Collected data
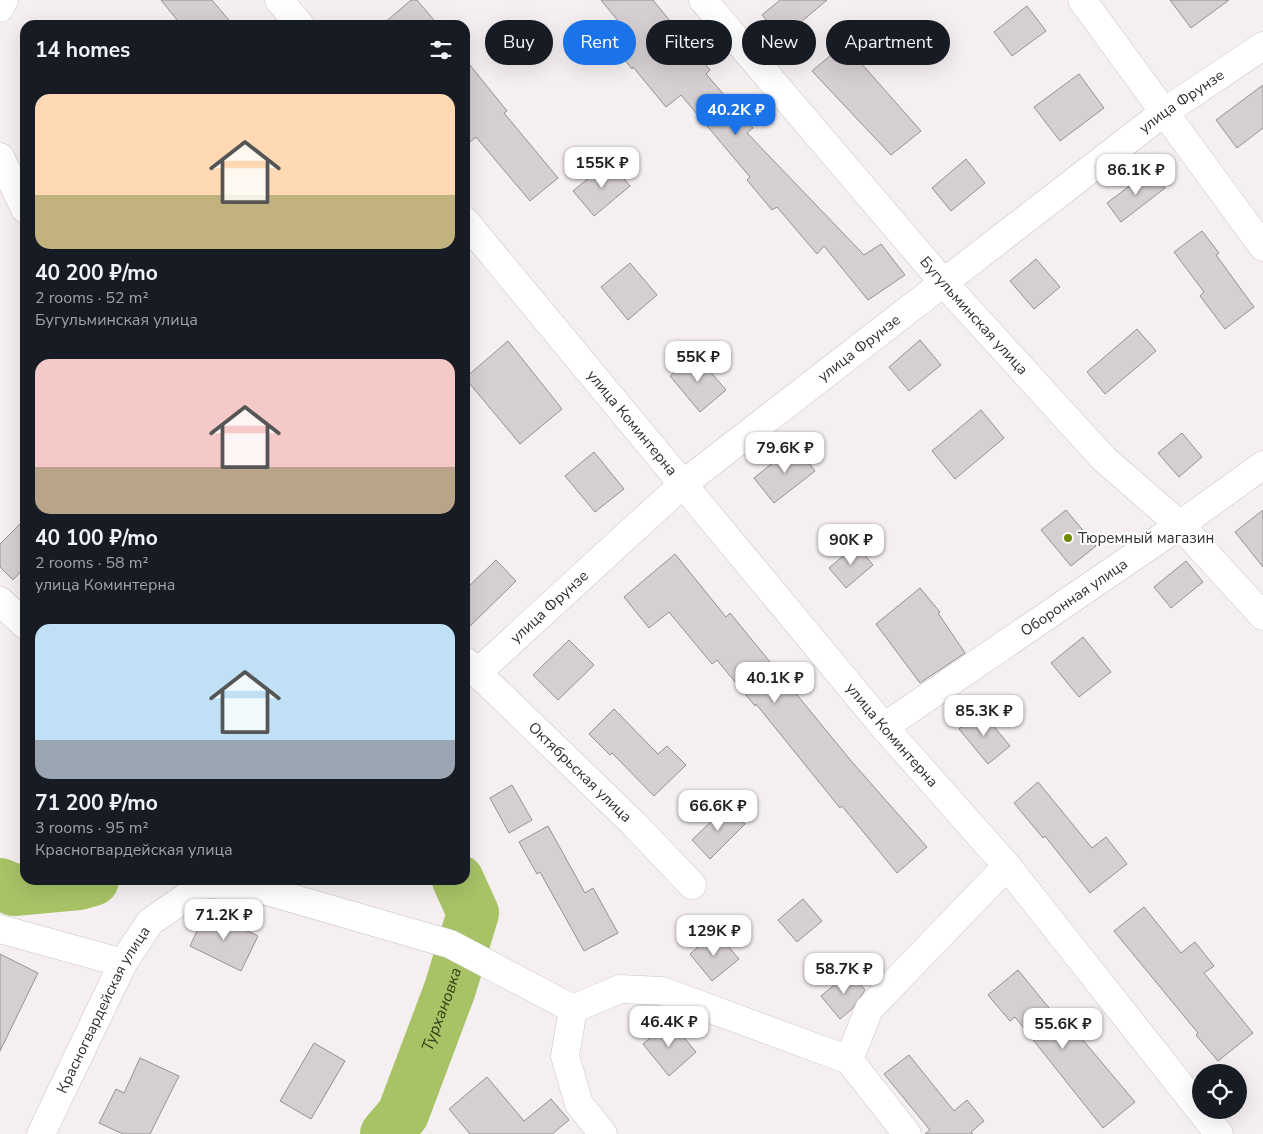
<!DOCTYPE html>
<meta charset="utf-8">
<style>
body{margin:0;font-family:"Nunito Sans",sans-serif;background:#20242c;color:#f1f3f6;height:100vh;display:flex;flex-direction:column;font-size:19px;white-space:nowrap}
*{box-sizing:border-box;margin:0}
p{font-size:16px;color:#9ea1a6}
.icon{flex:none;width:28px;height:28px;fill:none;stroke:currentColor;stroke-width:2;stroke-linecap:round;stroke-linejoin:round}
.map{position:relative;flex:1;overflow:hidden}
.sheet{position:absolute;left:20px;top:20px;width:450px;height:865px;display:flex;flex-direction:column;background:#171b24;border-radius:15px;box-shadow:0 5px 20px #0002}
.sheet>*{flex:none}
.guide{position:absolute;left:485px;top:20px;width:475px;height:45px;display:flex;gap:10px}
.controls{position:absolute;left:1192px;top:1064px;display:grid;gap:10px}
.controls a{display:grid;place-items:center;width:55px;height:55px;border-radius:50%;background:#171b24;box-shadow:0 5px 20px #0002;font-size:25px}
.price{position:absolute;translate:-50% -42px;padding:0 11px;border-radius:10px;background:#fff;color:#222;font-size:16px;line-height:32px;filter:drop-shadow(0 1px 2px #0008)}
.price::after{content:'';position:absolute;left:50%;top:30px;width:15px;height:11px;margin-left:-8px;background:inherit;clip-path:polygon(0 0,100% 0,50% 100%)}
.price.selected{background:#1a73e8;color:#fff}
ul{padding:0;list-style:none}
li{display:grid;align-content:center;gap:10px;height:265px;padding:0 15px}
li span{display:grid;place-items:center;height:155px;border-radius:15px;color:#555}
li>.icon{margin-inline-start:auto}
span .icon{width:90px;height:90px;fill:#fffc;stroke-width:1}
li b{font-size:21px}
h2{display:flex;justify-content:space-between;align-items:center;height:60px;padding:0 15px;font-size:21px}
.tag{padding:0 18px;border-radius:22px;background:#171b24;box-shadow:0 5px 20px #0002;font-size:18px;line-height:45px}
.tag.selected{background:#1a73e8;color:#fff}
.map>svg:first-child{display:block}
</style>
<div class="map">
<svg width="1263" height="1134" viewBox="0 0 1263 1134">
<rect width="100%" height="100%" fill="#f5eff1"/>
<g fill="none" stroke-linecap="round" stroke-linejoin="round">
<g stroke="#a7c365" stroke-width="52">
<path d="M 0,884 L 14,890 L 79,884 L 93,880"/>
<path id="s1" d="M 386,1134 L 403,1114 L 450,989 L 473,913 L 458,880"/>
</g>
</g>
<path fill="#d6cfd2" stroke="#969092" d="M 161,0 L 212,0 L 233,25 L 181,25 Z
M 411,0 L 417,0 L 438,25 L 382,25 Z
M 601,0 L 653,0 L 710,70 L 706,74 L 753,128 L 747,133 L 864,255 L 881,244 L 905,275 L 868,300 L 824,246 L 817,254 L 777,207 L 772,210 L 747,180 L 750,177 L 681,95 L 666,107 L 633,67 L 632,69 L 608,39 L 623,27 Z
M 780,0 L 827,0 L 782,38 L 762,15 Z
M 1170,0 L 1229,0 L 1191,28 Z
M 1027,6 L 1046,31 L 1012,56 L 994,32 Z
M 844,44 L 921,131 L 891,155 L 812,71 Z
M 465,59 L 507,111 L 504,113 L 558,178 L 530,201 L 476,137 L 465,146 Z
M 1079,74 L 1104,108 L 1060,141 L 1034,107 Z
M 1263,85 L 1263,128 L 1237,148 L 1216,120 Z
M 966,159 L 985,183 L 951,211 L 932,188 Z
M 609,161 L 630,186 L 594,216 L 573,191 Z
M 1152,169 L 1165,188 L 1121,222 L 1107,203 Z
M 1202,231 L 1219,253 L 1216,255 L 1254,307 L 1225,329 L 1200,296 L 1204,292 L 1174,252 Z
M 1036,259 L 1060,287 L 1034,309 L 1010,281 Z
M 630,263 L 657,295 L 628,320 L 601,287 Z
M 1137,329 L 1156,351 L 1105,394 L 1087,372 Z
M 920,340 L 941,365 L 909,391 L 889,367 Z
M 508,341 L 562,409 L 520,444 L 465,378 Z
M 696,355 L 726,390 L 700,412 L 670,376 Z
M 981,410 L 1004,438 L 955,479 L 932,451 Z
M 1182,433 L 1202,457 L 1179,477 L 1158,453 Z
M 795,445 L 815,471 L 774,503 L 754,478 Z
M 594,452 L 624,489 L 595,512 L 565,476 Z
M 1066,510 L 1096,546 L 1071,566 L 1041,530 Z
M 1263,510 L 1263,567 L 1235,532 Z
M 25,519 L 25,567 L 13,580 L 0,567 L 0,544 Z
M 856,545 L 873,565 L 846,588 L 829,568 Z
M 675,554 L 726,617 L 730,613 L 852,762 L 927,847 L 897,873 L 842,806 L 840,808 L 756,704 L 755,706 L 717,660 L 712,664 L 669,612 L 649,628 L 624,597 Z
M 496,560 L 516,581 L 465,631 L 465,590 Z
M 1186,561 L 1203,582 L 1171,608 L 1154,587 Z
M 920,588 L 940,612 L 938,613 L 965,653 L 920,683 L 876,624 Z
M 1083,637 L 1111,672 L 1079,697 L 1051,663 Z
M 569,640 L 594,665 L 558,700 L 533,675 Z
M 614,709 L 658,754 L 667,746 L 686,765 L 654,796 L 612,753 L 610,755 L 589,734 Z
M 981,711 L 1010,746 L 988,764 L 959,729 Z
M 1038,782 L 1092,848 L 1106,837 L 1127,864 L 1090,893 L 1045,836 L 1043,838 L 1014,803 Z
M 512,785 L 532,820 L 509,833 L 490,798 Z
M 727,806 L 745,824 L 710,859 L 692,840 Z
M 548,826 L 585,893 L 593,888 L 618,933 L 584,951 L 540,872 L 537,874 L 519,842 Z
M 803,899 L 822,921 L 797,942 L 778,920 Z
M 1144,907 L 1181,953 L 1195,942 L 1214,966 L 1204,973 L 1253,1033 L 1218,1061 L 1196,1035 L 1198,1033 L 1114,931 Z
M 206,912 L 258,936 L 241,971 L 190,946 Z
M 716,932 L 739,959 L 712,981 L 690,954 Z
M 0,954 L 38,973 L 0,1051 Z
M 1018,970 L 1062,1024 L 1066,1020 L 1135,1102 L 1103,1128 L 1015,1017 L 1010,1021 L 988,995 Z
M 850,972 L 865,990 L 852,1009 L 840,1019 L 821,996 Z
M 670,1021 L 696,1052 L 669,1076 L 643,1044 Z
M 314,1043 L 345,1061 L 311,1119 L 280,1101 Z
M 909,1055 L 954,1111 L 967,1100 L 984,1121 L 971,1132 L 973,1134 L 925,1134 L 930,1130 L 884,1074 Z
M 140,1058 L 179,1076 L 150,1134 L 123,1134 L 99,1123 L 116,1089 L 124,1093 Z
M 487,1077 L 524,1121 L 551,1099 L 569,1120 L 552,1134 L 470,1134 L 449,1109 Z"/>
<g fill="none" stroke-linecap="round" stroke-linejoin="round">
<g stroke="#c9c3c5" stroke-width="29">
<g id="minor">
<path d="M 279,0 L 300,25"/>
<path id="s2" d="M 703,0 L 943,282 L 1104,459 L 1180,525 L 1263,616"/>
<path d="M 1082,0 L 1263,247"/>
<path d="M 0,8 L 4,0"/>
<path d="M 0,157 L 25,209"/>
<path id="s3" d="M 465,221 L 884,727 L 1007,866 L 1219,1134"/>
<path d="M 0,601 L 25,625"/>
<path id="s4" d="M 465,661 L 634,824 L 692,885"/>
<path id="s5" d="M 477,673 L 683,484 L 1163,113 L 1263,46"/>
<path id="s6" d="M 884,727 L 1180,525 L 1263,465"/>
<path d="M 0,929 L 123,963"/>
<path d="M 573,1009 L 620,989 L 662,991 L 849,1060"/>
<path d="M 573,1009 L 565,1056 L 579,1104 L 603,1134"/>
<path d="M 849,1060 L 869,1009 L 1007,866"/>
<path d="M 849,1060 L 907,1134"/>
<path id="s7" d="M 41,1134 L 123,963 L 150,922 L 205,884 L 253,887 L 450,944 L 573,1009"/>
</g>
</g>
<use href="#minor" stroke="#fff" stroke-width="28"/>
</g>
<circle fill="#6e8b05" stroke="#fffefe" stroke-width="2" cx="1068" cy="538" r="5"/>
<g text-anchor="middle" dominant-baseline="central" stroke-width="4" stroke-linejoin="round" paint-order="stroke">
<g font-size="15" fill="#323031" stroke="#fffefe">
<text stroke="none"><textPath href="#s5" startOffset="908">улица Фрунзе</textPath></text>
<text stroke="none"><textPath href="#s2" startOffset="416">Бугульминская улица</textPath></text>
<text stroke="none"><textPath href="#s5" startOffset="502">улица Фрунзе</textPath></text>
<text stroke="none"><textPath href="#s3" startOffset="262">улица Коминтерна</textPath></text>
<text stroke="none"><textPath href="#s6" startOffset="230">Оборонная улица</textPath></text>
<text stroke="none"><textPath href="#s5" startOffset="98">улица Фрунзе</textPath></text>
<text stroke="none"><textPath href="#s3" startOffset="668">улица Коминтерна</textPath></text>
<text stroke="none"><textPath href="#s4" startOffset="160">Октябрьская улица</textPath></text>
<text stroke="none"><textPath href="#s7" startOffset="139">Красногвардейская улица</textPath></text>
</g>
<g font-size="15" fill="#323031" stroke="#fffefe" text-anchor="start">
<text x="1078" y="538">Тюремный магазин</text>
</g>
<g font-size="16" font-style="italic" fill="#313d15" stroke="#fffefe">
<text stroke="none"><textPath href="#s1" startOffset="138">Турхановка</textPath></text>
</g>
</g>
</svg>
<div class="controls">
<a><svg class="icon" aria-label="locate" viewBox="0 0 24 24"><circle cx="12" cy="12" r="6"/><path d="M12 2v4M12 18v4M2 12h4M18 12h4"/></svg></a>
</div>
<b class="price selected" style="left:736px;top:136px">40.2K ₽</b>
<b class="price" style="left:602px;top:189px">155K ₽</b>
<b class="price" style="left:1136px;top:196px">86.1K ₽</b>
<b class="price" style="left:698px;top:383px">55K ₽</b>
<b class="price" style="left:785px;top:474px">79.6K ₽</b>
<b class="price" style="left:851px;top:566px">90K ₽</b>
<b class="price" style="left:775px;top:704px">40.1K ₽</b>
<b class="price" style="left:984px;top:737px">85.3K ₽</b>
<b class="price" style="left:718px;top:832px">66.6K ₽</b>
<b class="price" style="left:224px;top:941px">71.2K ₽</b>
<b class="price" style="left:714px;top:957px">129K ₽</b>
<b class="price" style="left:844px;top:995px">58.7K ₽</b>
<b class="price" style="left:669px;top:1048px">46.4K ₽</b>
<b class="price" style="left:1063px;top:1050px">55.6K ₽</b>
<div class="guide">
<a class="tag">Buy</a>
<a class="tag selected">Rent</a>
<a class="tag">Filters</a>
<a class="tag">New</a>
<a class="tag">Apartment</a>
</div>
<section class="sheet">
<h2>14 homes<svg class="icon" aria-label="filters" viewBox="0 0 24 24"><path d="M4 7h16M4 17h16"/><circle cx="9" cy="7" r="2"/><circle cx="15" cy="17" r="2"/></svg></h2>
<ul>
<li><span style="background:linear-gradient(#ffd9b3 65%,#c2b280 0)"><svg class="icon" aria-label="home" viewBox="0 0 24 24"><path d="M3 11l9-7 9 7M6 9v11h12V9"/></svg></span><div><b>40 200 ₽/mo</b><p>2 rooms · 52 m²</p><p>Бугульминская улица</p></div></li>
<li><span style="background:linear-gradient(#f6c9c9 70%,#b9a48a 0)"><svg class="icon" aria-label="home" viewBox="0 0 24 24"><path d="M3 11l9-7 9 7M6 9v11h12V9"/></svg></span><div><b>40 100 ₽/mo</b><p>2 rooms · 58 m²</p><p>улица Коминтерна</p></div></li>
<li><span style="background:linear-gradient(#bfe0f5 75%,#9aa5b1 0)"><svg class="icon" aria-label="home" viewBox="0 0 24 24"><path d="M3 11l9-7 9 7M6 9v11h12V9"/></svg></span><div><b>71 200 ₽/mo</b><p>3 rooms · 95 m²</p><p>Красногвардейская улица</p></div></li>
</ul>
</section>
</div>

Your objective:
Scan the entries above and report the number of lines that contain the word "grid", with no added text.

Written solution:
4